BEGIN

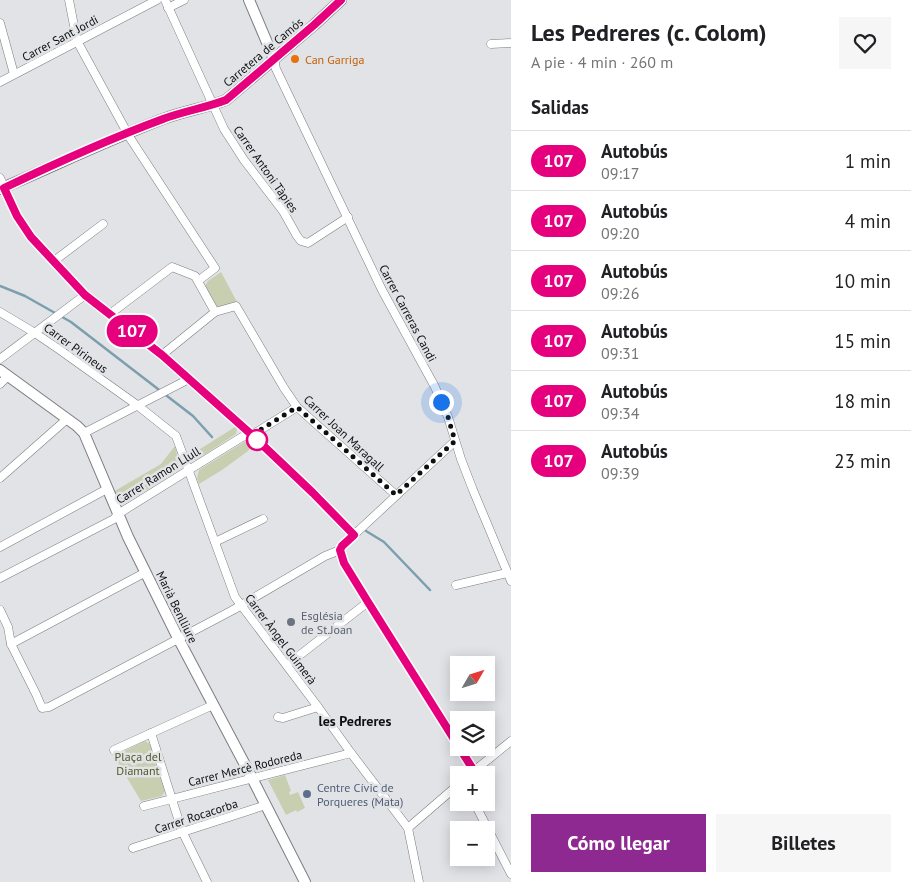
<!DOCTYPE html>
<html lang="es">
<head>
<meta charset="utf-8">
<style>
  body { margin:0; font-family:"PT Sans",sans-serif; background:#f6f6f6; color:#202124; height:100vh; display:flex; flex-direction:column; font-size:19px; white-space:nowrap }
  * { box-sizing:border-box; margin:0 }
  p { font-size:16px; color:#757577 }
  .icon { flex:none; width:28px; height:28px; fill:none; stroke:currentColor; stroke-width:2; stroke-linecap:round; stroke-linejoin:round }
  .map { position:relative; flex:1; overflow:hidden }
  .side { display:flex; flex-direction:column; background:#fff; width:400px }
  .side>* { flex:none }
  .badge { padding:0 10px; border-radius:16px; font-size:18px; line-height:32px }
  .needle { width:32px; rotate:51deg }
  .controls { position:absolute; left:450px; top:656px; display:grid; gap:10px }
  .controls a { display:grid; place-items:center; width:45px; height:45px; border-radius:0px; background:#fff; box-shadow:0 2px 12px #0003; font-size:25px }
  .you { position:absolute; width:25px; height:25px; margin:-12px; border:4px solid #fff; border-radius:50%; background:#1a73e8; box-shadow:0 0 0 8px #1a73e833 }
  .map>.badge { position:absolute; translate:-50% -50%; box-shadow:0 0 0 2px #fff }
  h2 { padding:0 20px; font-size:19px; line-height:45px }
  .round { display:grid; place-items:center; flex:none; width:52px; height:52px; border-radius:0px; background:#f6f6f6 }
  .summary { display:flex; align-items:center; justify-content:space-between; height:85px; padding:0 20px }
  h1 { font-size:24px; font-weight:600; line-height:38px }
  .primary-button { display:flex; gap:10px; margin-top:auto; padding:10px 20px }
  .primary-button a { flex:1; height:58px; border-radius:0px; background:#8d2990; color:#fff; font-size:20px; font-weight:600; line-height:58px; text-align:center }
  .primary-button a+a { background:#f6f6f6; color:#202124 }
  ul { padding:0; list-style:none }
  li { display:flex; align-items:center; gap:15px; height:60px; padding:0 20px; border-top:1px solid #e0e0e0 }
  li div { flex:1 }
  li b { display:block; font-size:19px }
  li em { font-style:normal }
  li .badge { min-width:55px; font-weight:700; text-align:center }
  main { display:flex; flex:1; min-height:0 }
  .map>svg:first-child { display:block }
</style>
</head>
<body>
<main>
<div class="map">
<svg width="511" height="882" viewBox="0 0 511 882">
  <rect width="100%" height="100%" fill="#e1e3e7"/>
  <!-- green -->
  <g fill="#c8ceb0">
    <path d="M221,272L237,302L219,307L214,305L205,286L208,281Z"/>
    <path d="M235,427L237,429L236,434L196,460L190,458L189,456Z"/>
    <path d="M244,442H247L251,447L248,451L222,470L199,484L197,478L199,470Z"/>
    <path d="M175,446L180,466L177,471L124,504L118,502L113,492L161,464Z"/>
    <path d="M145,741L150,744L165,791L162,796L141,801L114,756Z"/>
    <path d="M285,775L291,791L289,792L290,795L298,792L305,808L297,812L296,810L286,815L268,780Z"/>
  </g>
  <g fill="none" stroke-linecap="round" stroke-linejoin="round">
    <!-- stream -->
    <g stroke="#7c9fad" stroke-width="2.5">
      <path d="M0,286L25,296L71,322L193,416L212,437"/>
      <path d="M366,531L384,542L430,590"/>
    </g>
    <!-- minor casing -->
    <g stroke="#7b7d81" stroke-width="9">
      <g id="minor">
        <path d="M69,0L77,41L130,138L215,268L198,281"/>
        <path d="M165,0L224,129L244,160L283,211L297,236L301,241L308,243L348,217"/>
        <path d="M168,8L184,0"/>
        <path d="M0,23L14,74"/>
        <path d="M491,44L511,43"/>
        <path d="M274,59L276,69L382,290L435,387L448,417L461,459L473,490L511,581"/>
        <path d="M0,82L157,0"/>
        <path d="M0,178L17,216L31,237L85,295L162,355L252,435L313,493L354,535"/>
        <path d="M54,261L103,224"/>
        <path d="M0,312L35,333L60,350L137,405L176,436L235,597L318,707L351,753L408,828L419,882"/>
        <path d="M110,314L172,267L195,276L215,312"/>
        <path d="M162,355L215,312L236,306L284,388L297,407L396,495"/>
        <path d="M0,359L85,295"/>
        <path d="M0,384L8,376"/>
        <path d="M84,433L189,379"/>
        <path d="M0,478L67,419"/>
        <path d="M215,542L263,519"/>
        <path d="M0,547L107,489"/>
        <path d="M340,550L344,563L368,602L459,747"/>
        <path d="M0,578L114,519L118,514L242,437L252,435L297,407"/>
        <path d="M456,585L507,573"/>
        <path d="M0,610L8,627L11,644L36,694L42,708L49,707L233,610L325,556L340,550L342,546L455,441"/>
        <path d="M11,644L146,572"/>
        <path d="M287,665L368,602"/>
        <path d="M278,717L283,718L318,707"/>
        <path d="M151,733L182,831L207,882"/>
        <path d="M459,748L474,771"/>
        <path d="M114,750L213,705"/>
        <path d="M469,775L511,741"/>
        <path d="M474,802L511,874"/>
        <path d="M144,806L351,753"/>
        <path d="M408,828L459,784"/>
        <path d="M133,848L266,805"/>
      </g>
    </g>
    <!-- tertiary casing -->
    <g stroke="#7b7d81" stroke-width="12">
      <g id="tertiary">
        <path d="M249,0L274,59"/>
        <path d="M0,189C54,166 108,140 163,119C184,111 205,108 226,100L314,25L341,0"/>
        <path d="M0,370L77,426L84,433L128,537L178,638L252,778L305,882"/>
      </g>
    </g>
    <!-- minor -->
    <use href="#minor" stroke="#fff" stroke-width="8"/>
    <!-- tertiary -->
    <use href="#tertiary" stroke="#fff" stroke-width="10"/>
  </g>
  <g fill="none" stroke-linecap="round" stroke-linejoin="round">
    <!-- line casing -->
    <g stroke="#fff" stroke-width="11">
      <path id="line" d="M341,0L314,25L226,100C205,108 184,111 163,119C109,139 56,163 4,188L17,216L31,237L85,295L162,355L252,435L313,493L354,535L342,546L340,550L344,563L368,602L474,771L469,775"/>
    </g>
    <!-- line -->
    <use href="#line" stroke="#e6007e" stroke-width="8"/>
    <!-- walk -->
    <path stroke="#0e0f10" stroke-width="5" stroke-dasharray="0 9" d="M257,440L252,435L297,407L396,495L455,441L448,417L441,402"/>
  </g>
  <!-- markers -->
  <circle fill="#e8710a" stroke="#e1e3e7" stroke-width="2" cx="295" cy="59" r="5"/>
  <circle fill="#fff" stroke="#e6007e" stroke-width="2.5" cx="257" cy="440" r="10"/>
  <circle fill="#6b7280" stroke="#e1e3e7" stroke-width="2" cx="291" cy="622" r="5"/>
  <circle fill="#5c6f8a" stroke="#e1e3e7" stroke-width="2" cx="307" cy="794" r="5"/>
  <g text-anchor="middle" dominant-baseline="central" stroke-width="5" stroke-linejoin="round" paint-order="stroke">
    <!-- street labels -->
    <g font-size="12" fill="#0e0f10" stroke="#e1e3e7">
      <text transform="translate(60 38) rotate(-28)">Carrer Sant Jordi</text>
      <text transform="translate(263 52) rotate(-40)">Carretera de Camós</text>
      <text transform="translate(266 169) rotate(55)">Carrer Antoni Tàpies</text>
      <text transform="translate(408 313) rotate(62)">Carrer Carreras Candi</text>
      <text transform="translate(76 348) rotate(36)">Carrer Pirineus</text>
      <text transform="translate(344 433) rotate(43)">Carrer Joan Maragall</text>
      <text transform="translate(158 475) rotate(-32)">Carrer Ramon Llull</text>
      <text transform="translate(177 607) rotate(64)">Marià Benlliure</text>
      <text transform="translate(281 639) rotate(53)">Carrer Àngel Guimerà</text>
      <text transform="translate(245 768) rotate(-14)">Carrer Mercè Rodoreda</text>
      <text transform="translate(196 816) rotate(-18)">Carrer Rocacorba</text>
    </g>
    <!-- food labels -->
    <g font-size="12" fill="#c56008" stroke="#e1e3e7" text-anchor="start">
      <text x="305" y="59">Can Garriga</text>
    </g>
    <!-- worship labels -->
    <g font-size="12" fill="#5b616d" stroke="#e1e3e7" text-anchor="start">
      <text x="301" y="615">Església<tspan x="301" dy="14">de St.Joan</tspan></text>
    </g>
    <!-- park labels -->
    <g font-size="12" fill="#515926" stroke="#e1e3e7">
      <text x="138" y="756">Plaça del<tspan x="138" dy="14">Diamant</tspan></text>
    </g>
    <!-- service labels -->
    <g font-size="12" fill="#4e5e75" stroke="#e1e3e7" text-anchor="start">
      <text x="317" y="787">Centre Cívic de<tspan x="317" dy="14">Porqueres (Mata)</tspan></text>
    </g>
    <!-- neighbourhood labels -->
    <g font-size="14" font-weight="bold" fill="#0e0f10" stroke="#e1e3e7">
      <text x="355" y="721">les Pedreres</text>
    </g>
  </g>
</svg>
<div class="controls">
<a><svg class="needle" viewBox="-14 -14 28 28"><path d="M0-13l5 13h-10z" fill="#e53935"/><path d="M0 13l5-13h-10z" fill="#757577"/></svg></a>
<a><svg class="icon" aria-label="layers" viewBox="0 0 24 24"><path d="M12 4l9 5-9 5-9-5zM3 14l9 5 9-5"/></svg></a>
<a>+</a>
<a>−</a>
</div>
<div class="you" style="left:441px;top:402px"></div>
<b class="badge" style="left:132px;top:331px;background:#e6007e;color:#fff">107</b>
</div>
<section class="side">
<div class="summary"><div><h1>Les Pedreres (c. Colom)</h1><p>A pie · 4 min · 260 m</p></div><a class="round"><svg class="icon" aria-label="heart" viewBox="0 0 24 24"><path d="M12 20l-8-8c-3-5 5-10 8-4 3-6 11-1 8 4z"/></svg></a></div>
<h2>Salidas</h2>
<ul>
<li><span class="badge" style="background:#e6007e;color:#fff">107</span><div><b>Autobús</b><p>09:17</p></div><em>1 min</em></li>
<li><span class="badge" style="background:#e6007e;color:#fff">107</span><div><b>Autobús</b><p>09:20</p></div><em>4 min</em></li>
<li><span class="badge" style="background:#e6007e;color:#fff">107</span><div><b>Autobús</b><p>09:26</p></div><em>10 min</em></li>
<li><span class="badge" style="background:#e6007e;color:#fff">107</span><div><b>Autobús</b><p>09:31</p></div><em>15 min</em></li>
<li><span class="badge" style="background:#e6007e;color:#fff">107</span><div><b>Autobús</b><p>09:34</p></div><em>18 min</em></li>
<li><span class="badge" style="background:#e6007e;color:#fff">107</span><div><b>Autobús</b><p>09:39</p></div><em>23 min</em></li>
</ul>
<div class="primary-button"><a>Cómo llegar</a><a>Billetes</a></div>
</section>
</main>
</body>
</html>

END

### Exercise aim
Retype the entries above exactly. Stop after the line containing "display:grid; place-items:center; width:45px;", and omit the pictures.

### Reply to the exercise
<!DOCTYPE html>
<html lang="es">
<head>
<meta charset="utf-8">
<style>
  body { margin:0; font-family:"PT Sans",sans-serif; background:#f6f6f6; color:#202124; height:100vh; display:flex; flex-direction:column; font-size:19px; white-space:nowrap }
  * { box-sizing:border-box; margin:0 }
  p { font-size:16px; color:#757577 }
  .icon { flex:none; width:28px; height:28px; fill:none; stroke:currentColor; stroke-width:2; stroke-linecap:round; stroke-linejoin:round }
  .map { position:relative; flex:1; overflow:hidden }
  .side { display:flex; flex-direction:column; background:#fff; width:400px }
  .side>* { flex:none }
  .badge { padding:0 10px; border-radius:16px; font-size:18px; line-height:32px }
  .needle { width:32px; rotate:51deg }
  .controls { position:absolute; left:450px; top:656px; display:grid; gap:10px }
  .controls a { display:grid; place-items:center; width:45px; height:45px; border-radius:0px; background:#fff; box-shadow:0 2px 12px #0003; font-size:25px }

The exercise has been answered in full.